Comedy of despair
You drag yourself out of the desert desperate for water, and the barman is busy. But this is not a romantic world. There's not enough Santa Claus to go round. Everyone treats each other with disdain. No one is indispensable. There are mothers of twins who have trouble getting the buggy in and out of shops. Who cares for these? There are people, our contemporaries, lost in libraries through the malice of evil librarians. Who loves these? We are all labouring under a lack of love, a bad situation for human beings. This situation is even bad for CATS.

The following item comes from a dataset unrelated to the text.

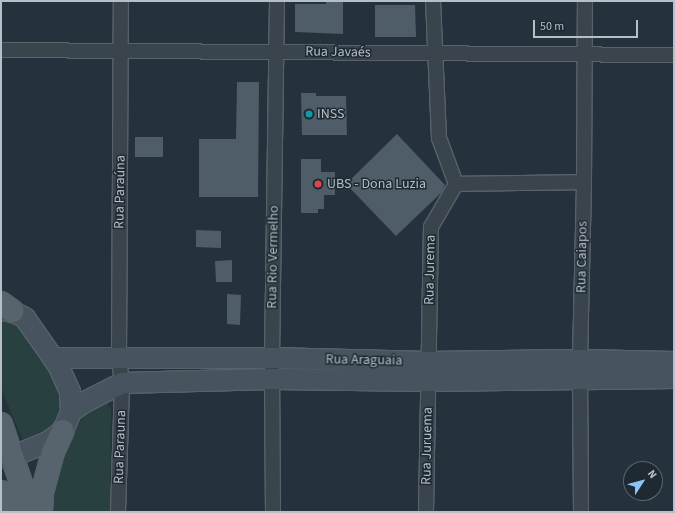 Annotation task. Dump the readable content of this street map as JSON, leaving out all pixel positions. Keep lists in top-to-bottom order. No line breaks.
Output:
{"streets":{"main road":["Rua Araguaia"],"street":["Rua Javaés","Rua Paraúna","Rua Rio Vermelho","Rua Caiapos","Rua Jurema","Rua Juruema","Rua Parauna"]},"crossings":[["Rua Javaés","Rua Paraúna"],["Rua Javaés","Rua Rio Vermelho"],["Rua Javaés","Rua Caiapos"],["Rua Paraúna","Rua Araguaia"],["Rua Paraúna","Rua Parauna"],["Rua Rio Vermelho","Rua Araguaia"],["Rua Caiapos","Rua Araguaia"],["Rua Jurema","Rua Araguaia"],["Rua Jurema","Rua Juruema"],["Rua Araguaia","Rua Juruema"],["Rua Araguaia","Rua Parauna"]],"places":["INSS","UBS - Dona Luzia"],"scale_bar":"50 m","north":"top right"} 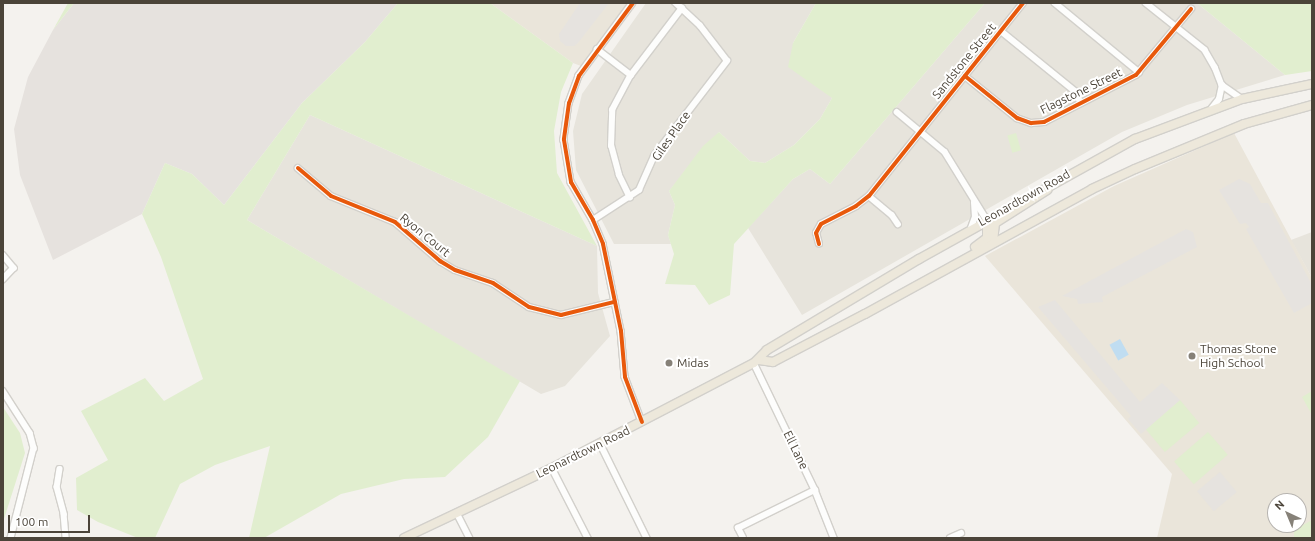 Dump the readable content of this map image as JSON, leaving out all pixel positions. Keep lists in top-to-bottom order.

The biggest threats to life now are leaky radiators, superglue and pre-cooked chicken. When people were dying all over the place (Schubert died just three months after declaring himself healthy), they lived with gusto. They did not waste a brushstroke because they feared death. But now people only die from their own or their doctor's negligence. Convinced of immortality, we're troubled by boredom, an inordinate sense of history and our own fecundity.
Animals have a much harder time of it. The world doesn't owe them a living. But at least they haven't forgotten what it's all about: you, the earth, the sky. Even trees know this.
- Lucy Ellmann, Varying Degrees of Hopelessness
[Varying Degrees of Hopelessness, by Lucy Ellmann, 1991. Love (and the lack of) and sex (and the lack of) at a funhouse-mirror version of the Courtauld Institute in the late 1980s. Talked of as a precursor to the chick-lit boom. Which, in the comic examination of single twenty-and-thirtysomething female lives, it probably is. But it's a hell of a lot odder than that: the anti-naturalism and the brevity, the madly individualistic style, the intensity that is sometimes a deadpan joke and sometimes not, the worrying at the facts of sickness and death - these could be descended from early Beckett. Which is not to accuse Lucy Ellmann of ever writing like anyone else.]